Cross generational support has been another quiet factor behind the 10 million. Kakarot launched on PS4 and Xbox One in 2020, then arrived on Switch in 2021 and received dedicated PS5 and Xbox Series X|S upgrades later on. Each hardware generation has its own anchor Dragon Ball title, but Kakarot is one of the few that has followed players from last gen to current without abandoning earlier platforms, which broadens its total reach.

Finally, the timing of Daima cements Kakarot as a bridge between Dragon Ball’s past and future. With the base game already covering the classic Z storyline in exhaustive detail, new anime projects risk making older adaptations feel redundant. By folding the Daima Demon Realm adventure directly into Kakarot, Bandai Namco turns that potential redundancy into a strength. Existing owners now have a reason to revisit the game alongside the new show, while newcomers curious about Daima can pick up a Daima Edition that includes both the foundational Z saga and the latest anime storyline in one package.

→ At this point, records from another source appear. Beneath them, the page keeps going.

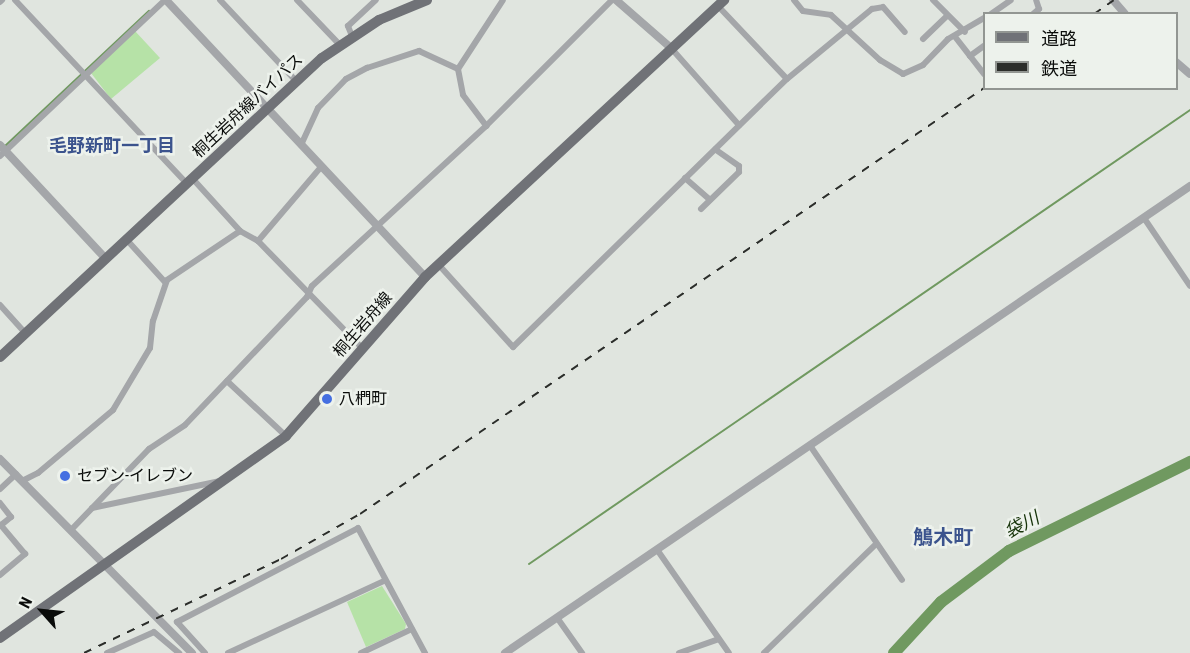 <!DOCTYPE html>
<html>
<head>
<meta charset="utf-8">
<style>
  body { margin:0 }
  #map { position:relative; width:1190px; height:653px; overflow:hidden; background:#e0e5df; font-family:"Roboto Condensed","Noto Sans JP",sans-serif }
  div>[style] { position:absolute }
  .green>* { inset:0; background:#b6e2a7 }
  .stream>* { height:2px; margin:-1px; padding:0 1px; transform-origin:1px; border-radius:1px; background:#709960 }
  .river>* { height:12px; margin:-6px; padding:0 6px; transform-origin:6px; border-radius:6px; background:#709960 }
  .minor>* { height:6px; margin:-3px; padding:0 3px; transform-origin:3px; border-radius:3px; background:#a4a6a9 }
  .tertiary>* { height:8px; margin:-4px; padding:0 4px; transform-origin:4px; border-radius:4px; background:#a4a6a9 }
  .primary>* { height:10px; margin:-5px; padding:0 5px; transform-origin:5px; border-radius:5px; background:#707277 }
  .rail>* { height:2px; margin-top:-1px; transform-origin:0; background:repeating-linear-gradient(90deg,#2b2d2a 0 8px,transparent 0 16px) }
  .dots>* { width:16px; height:16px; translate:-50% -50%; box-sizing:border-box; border:3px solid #edf2ec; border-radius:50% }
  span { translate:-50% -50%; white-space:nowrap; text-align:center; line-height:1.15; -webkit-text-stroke:5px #edf2ec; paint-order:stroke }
  .street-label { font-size:16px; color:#0a0c0a }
  .poi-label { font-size:16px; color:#0a0c0a }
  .left { translate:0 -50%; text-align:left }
  .neighbourhood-label { font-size:18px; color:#3b538d; font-weight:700 }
  .water-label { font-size:18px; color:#163309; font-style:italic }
  .quarter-label { font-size:20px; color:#3b538d; font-weight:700 }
  .legend { position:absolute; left:983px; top:12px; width:195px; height:78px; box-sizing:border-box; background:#edf2ec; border:2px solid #929692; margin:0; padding:8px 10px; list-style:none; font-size:18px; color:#0a0c0a }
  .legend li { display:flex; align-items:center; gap:12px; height:30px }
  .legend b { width:30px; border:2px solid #929692 }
  .north { position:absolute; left:12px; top:581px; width:60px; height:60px; -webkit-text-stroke:4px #edf2ec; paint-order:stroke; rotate:297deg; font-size:16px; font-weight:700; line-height:24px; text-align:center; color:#0a0c0a }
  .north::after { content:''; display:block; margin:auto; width:21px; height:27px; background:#0a0c0a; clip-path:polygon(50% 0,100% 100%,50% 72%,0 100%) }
</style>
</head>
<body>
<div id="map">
  <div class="green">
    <i style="clip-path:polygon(135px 31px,160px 58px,111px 99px,91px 73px)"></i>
    <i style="clip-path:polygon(382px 586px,406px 624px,405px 629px,366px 647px,347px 602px)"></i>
  </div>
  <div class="stream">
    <i style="left:4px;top:147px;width:199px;rotate:-43.2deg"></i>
    <i style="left:529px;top:564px;width:802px;rotate:-34.48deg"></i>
  </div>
  <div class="river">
    <i style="left:894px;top:653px;width:69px;rotate:-47.3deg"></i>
    <i style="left:941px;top:602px;width:85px;rotate:-36.9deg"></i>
    <i style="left:1009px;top:551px;width:202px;rotate:-26.2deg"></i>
  </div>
  <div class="minor">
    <i style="left:15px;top:0;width:250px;rotate:46.9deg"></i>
    <i style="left:220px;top:0;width:111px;rotate:46.8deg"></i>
    <i style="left:297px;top:0;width:61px;rotate:46.3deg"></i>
    <i style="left:794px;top:0;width:14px;rotate:51deg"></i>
    <i style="left:803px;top:11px;width:28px;rotate:8deg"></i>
    <i style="left:831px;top:15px;width:67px;rotate:42.6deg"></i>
    <i style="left:880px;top:60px;width:27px;rotate:31deg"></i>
    <i style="left:903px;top:74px;width:22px;rotate:-24deg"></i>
    <i style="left:923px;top:65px;width:36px;rotate:-46deg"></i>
    <i style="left:948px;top:39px;width:42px;rotate:-30.3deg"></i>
    <i style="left:933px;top:0;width:45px;rotate:45deg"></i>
    <i style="left:0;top:2px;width:3px;rotate:-45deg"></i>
    <i style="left:718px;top:6px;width:100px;rotate:46.6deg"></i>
    <i style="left:991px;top:14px;width:24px;rotate:-35deg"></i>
    <i style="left:1033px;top:14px;width:8px;rotate:-40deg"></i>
    <i style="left:1039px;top:9px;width:9px;rotate:-108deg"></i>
    <i style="left:352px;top:36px;width:11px;rotate:-112deg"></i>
    <i style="left:348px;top:26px;width:38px;rotate:-43deg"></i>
    <i style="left:956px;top:38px;width:23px;rotate:52deg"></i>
    <i style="left:970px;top:56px;width:17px;rotate:-36deg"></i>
    <i style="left:923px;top:39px;width:33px;rotate:-44deg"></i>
    <i style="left:671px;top:48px;width:103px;rotate:48.6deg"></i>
    <i style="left:970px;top:56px;width:23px;rotate:52deg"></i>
    <i style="left:458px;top:69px;width:82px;rotate:-56.9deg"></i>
    <i style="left:458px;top:69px;width:26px;rotate:79deg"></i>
    <i style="left:463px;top:95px;width:39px;rotate:53deg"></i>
    <i style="left:301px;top:145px;width:41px;rotate:-65.3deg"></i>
    <i style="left:318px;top:108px;width:40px;rotate:-46deg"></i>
    <i style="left:346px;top:79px;width:24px;rotate:-28deg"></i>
    <i style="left:367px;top:68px;width:55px;rotate:-18.1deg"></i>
    <i style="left:419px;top:51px;width:43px;rotate:24.8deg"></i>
    <i style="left:0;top:156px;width:227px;rotate:-43.4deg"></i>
    <i style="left:192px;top:178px;width:72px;rotate:47.8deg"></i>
    <i style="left:240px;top:231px;width:21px;rotate:29deg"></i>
    <i style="left:258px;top:241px;width:151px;rotate:45.8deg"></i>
    <i style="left:685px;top:178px;width:33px;rotate:41deg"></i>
    <i style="left:701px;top:209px;width:53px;rotate:-44.2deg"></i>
    <i style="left:739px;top:172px;width:6px;rotate:-90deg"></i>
    <i style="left:739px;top:166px;width:29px;rotate:-145deg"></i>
    <i style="left:1144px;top:218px;width:82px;rotate:55.9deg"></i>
    <i style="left:126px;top:239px;width:58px;rotate:47.8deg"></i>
    <i style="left:258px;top:241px;width:97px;rotate:-49.6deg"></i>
    <i style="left:438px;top:264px;width:112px;rotate:47.9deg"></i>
    <i style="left:513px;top:347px;width:383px;rotate:-44.4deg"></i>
    <i style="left:787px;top:79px;width:110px;rotate:-39.5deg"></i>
    <i style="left:872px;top:9px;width:11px;rotate:-10deg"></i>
    <i style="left:883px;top:7px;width:33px;rotate:49deg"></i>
    <i style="left:0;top:305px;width:38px;rotate:48deg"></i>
    <i style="left:227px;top:381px;width:81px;rotate:43deg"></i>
    <i style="left:811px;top:447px;width:161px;rotate:55.6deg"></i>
    <i style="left:22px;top:481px;width:18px;rotate:-27deg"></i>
    <i style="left:38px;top:473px;width:98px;rotate:-40deg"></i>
    <i style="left:113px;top:410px;width:72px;rotate:-59.2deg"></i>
    <i style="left:150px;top:348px;width:27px;rotate:-84deg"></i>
    <i style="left:153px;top:321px;width:43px;rotate:-71.1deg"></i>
    <i style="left:167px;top:280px;width:88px;rotate:-33.9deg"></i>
    <i style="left:0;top:489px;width:22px;rotate:-43deg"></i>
    <i style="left:0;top:503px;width:18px;rotate:52deg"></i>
    <i style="left:11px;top:517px;width:14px;rotate:141deg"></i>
    <i style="left:92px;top:508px;width:131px;rotate:-11.9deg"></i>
    <i style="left:72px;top:529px;width:111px;rotate:-46.1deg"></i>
    <i style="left:149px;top:449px;width:43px;rotate:-33.7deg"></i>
    <i style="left:185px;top:425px;width:177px;rotate:-46.4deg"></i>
    <i style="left:307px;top:297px;width:12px;rotate:-66deg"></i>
    <i style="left:312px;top:286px;width:236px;rotate:-42.6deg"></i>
    <i style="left:486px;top:126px;width:178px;rotate:-45deg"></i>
    <i style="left:658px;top:551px;width:124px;rotate:55.2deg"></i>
    <i style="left:0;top:575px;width:33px;rotate:-40deg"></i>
    <i style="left:25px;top:554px;width:38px;rotate:-130deg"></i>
    <i style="left:558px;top:619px;width:42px;rotate:54.8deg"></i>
    <i style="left:107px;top:653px;width:51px;rotate:-24.1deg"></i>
    <i style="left:154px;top:632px;width:33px;rotate:40deg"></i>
    <i style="left:205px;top:653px;width:42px;rotate:-132.1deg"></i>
    <i style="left:177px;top:622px;width:204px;rotate:-27.4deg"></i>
    <i style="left:358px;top:528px;width:142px;rotate:61.8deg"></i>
    <i style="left:228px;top:653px;width:172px;rotate:-24.8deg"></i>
    <i style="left:361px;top:653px;width:56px;rotate:-25.2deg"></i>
    <i style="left:679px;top:653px;width:42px;rotate:-19.3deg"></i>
    <i style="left:764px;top:653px;width:155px;rotate:-44.2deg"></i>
  </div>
  <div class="tertiary">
    <i style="left:166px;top:0;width:379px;rotate:46.9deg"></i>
    <i style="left:616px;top:0;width:73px;rotate:41.1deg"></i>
    <i style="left:1113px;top:0;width:18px;rotate:49deg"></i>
    <i style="left:1176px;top:62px;width:18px;rotate:41deg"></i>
    <i style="left:0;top:145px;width:154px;rotate:47.1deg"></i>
    <i style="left:0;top:459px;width:273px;rotate:45.3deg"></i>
    <i style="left:505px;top:653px;width:829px;rotate:-34.28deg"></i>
  </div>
  <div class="primary">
    <i style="left:0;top:357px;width:439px;rotate:-42.9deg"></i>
    <i style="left:322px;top:58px;width:69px;rotate:-33.7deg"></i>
    <i style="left:379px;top:20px;width:52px;rotate:-22.6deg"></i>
    <i style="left:0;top:638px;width:350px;rotate:-35.2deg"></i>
    <i style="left:286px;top:436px;width:211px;rotate:-48.8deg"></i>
    <i style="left:425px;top:277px;width:408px;rotate:-42.8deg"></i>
  </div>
  <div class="rail">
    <i style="left:1094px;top:14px;width:24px;rotate:-35deg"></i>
    <i style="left:84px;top:653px;width:218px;rotate:-25.5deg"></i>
    <i style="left:281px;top:559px;width:91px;rotate:-29.7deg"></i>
    <i style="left:360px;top:514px;width:756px;rotate:-34.32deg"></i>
  </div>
  <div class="dots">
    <i style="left:327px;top:399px;background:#456fe1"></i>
    <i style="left:65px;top:476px;background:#456fe1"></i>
  </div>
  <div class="street-label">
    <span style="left:248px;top:106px;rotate:-43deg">桐生岩舟線バイパス</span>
    <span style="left:363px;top:325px;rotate:-49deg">桐生岩舟線</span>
  </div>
  <div class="poi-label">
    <span class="left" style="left:339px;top:399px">八椚町</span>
    <span class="left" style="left:77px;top:476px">セブン-イレブン</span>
  </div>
  <div class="neighbourhood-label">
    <span style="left:112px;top:146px">毛野新町一丁目</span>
  </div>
  <div class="water-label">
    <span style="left:1022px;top:525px;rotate:-27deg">袋川</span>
  </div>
  <div class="quarter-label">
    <span style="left:943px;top:537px">鵤木町</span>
  </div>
  <ul class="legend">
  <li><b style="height:8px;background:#707277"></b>道路</li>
  <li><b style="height:8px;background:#2b2d2a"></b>鉄道</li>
  </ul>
  <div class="north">N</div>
</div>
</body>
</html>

Kakarot as a long term Dragon Ball platform

At 10 million copies sold Kakarot is no longer just a successful one off retelling of Dragon Ball Z. With DAIMA: Adventure Through The Demon Realm extending the game into brand new anime territory, it now functions as a kind of playable archive and companion piece to the franchise at large.

Whether Bandai Namco and CyberConnect2 continue to bolt more stories onto Kakarot or eventually move on to a full sequel, the shape of the game today explains its longevity. It is approachable, complete, regularly refreshed with substantial expansions and present on every relevant platform. The Daima DLC arrives right as those qualities are being rewarded with a new sales milestone, turning a quiet 10 million into a statement about how to build an enduring anime action RPG across console generations.